Newbie Here. I just bought a Scout II with a Ford 460 and need some
carb. advice. The 460 is spec. out as follows:
BIG BLOCK 460 BORED OVER 30 (ABOUT 500 HP-600 FTLBS TORQUE)
WHOLE MOTOR IS BALANCED
CLAY SMITH CAM ( 2240 DURATION, .525 LIFT)
ROLER ROCKERS AND LIFTERS
DOVE HP HEADS
HOLLY 650 DOUBLE PUMPER
ALUMINUM WIELAND STEALTH INTAKE
MSD TIMING CONTROL
ALUMINUM RADIATOR 4 CORE
My buds tell me the 650cfm is too small to realize the full potential
of the 460.
What do you guys think?
Two major considerations are max useable engine RPM which
your cam grinder should be able to help with and the
displacement of the engine which you can calculate easily.

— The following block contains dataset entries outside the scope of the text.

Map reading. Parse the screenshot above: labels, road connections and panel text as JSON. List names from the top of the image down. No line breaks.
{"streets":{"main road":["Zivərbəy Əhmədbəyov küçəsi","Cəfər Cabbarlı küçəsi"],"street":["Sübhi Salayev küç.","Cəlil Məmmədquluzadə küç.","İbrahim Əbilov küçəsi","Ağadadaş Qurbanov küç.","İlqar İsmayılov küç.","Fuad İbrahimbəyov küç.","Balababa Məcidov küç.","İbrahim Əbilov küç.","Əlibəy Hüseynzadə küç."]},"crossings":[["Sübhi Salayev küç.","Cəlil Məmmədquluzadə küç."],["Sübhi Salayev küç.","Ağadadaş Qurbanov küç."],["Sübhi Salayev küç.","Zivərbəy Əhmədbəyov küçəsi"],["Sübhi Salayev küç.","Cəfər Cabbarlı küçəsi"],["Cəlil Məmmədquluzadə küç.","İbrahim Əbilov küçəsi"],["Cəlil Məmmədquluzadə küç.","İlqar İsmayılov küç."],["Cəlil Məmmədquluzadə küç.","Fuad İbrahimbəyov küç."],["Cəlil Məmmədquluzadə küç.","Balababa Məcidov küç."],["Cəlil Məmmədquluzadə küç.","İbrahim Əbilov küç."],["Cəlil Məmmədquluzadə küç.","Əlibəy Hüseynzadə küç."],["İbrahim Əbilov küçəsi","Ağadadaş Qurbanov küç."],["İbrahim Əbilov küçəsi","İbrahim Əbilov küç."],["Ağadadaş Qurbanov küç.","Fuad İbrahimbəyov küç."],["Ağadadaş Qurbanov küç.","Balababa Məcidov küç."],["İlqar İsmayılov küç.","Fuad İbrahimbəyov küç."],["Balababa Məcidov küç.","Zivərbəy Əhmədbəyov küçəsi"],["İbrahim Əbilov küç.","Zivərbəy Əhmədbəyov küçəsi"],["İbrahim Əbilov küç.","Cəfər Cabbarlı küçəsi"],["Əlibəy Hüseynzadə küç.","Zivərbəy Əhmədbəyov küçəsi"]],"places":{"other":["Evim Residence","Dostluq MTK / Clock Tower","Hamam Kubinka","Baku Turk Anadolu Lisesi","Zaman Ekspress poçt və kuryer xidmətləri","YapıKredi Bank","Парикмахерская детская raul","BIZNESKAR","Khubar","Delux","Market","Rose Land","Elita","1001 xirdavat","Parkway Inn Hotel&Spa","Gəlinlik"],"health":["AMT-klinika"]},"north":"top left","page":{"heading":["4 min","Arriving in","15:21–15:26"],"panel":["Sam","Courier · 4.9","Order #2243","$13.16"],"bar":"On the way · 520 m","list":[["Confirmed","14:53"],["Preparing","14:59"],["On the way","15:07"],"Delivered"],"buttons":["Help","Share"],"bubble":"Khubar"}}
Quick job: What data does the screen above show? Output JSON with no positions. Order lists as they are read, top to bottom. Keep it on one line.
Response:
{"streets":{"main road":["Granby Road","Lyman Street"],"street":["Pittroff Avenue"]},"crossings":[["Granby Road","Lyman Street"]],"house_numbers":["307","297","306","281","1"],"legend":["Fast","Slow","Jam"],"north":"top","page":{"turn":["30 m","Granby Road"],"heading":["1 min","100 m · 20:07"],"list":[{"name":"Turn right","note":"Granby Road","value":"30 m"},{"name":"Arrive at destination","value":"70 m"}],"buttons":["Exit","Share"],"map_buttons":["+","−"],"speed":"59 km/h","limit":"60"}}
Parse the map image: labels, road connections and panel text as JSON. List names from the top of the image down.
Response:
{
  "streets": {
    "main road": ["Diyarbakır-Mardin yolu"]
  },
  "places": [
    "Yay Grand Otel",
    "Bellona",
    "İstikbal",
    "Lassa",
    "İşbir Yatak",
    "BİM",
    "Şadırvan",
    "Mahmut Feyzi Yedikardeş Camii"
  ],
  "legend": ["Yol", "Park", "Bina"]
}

As far as your HP & torque numbers, thay are a bit
optimistic with a 650 carb - I don't know that that size
carb can produce those numbers. If you use "calculate
carburetor size" in Google, you will find numerous
calculators. If your engine can produce 100% volumetric
efficiency which few naturally aspirated engines can
achieve, it will need something over 800 cfm at 6000 rpm. I
don't know for sure but, I think your cam duration is 240
(typo?) with a .525" lift which should give you good mid
range if properly installed and timed. This is a relatively
mild grind for good torque. I would suspect that your
engine would not produce peak HP much above 5000 rpm if that
much with that duration and lift. If that is the case, the
650 will be about right. The worst thing you can do for
your engine is over carb it. It will only gag coming off
the bottom end. Forget what your "buds" are telling you and
go with the what the numbers tell you. Unless your Scout
is strengthened considerably with much improved brakes and
chassis, I would not want to unleash the full potential of
your 460 very often - it will break things.
Thanks for the good advice.
My Scout hasn't arrvied yet. I bought it on eBay. The specs. I quoted
came from the eBay ad, which I shared with some friends who mentioned
the carb is too small. I'll do the goggle search as you suggested.
Here is the standard formula for figuring out carburetor size.
CFM = (cubic inches x rpm) divided by 3456
VE = (cfm x 1728) divided by (cubic in. x rpm)
Another CFM but takes into consideration Volumetric efficiency
CFM = (cubic inch x rpm x volumetric efficiency) divided by 3456
This should give your friends something to do for a couple of minutes.